Blog
Enabling Data Quality with Dagster and Great Expectations

Enabling Data Quality with Dagster and Great Expectations

July 8, 2024
Enabling Data Quality with Dagster and Great Expectations
Enabling Data Quality with Dagster and Great Expectations

Use Dagster and GX to improve data pipeline reliability without writing custom logic for data testing.

One of the most important considerations when building a data pipeline is ensuring that the data assets it produces are reliable, up-to-date, and trustworthy.

To that end, we strongly believe that data quality should be natively integrated into the data orchestrator, which not only ensures that the data orchestrator is the single pane of glass for your data assets but also allows the orchestrator to stop erroneous data from being propagated downstream to stakeholder-facing products, such as dashboards and reports.

While Asset Checks enable exactly this, you may often find yourself having to write a lot of custom logic and boilerplate code to codify the expectations you have of your data.

In this piece, we'll demonstrate  how you can combine Great Expectations' extensive suite of data quality tests with Dagster's Asset Checks to improve the reliability of your data pipelines without having to write custom logic for testing your data.

The full code for this walkthrough can be found here.

Setup

To start off, we recommend cloning the demo repo to your computer and then install it as a package using pip. This will install Dagster, Great Expectations, and all the other dependencies you’ll need to follow along. We’d also recommend creating a new virtual environment before doing so.

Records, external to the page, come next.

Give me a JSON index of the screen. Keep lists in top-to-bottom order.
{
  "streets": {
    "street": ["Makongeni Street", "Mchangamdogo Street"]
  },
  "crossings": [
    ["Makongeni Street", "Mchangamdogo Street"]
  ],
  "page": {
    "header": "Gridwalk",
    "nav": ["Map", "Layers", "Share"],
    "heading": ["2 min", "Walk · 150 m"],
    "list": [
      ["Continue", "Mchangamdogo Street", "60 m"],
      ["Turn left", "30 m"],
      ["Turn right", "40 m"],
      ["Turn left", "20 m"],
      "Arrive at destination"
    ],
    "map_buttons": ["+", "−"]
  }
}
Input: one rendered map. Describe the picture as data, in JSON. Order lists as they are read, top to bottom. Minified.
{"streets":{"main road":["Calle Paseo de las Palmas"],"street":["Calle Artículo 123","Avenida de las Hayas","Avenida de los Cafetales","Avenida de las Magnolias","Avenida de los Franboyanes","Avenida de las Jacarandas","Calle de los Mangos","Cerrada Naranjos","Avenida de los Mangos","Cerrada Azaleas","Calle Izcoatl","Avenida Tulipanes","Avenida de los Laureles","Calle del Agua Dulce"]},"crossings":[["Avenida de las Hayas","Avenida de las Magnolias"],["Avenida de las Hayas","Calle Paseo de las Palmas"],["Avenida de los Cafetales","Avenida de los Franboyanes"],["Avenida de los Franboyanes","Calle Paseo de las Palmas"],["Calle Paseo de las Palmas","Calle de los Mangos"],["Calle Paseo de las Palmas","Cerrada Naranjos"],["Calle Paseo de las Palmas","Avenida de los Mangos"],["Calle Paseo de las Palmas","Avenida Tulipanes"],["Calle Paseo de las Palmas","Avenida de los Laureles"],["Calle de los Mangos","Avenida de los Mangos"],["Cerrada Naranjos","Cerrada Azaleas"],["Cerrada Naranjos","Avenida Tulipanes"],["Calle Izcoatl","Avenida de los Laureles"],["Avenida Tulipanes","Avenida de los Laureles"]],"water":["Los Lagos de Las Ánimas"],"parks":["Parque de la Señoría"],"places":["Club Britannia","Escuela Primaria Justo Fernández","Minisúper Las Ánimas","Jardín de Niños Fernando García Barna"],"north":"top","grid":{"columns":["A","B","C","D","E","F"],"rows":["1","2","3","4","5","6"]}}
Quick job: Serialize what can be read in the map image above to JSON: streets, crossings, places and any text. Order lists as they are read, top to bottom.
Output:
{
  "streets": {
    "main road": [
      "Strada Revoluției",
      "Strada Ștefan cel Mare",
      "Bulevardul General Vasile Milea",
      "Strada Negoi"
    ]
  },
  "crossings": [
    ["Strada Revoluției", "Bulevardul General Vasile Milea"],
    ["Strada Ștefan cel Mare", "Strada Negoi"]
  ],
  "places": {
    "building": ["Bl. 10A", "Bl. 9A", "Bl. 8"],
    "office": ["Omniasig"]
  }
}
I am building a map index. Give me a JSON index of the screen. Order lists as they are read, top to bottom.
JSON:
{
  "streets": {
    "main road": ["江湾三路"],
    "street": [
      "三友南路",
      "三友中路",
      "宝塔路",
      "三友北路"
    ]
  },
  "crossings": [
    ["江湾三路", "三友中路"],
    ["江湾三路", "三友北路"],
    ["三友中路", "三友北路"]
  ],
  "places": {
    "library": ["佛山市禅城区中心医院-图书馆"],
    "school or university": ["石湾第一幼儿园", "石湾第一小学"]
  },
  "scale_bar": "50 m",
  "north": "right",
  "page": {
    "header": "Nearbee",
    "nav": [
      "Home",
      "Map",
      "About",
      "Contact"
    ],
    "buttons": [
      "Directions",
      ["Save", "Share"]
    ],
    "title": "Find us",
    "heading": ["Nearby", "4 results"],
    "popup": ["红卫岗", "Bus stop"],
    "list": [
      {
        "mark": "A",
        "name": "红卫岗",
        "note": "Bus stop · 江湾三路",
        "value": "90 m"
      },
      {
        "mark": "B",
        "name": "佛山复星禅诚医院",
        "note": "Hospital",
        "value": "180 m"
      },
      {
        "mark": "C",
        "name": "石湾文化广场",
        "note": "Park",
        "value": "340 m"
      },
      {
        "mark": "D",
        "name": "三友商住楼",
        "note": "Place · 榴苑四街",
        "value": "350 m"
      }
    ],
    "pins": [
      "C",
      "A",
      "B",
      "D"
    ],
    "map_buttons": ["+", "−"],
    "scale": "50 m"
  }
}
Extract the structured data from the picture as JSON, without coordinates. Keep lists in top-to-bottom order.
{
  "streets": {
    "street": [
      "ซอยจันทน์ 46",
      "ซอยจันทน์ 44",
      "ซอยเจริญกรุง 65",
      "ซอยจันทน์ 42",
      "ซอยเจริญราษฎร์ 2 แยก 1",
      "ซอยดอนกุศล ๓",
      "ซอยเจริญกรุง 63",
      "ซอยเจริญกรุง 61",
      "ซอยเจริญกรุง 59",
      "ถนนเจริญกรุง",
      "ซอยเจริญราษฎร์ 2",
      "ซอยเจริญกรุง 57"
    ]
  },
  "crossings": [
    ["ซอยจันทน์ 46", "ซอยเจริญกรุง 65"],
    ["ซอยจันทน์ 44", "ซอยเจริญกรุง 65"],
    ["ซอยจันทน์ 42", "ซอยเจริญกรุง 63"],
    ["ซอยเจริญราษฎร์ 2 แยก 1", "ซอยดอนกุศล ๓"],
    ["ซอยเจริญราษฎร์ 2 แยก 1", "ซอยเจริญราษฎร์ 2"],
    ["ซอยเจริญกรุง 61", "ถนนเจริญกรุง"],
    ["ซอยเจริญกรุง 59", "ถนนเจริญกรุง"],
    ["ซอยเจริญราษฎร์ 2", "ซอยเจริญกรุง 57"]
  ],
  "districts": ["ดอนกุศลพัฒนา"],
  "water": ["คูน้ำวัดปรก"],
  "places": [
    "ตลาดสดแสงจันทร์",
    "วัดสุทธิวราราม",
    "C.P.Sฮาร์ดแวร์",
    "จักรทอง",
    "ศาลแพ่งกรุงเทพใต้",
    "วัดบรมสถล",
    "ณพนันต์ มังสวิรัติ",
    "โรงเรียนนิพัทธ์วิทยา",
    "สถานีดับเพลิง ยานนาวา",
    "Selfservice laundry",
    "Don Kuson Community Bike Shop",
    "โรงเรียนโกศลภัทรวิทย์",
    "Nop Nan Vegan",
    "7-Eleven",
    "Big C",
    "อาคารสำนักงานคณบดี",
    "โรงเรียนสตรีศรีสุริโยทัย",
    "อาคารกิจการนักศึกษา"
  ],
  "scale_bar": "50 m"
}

### Clone the repo and cd into the directory
git clone https://github.com/mjkanji/dagster-ge-demo.git
cd dagster-ge-demo

### Install the package
pip install -e ".[dev]"

Next, we’ll define a simple asset that fetches the infamous Titanic dataset from the internet, reads it using Pandas, and then writes it to disk as a CSV file.

@asset
def titanic():
    titanic_df = pd.read_csv(
        "https://github.com/datasciencedojo/datasets/raw/master/titanic.csv"
    )
    titanic_df.to_csv("titanic.csv", index=False)

Since we’re fetching this data from the internet, it’s possible that the source file may change without our knowledge. To ensure that the materialized asset aligns with our expectations, we may want to codify some expectations about the data.

For example, we may expect that the Survived column (which indicates if a passenger survived):

  • has no null values; and
  • that all of its values are either 0 or 1.

We can use Dagster’s Asset Checks feature to codify these expectations. An example implementation for the first test is shown below. Since we want to ensure that downstream assets are not materialized if our source contains potentially erroneous data, we’ll also set blocking=True.

@asset_check(asset=titanic, blocking=True)
def target_has_no_nulls(context: AssetCheckExecutionContext):
    titanic_df = pd.read_csv("titanic.csv")
    num_null_survivednull_count = titanic_df["Survived"].isna().sum()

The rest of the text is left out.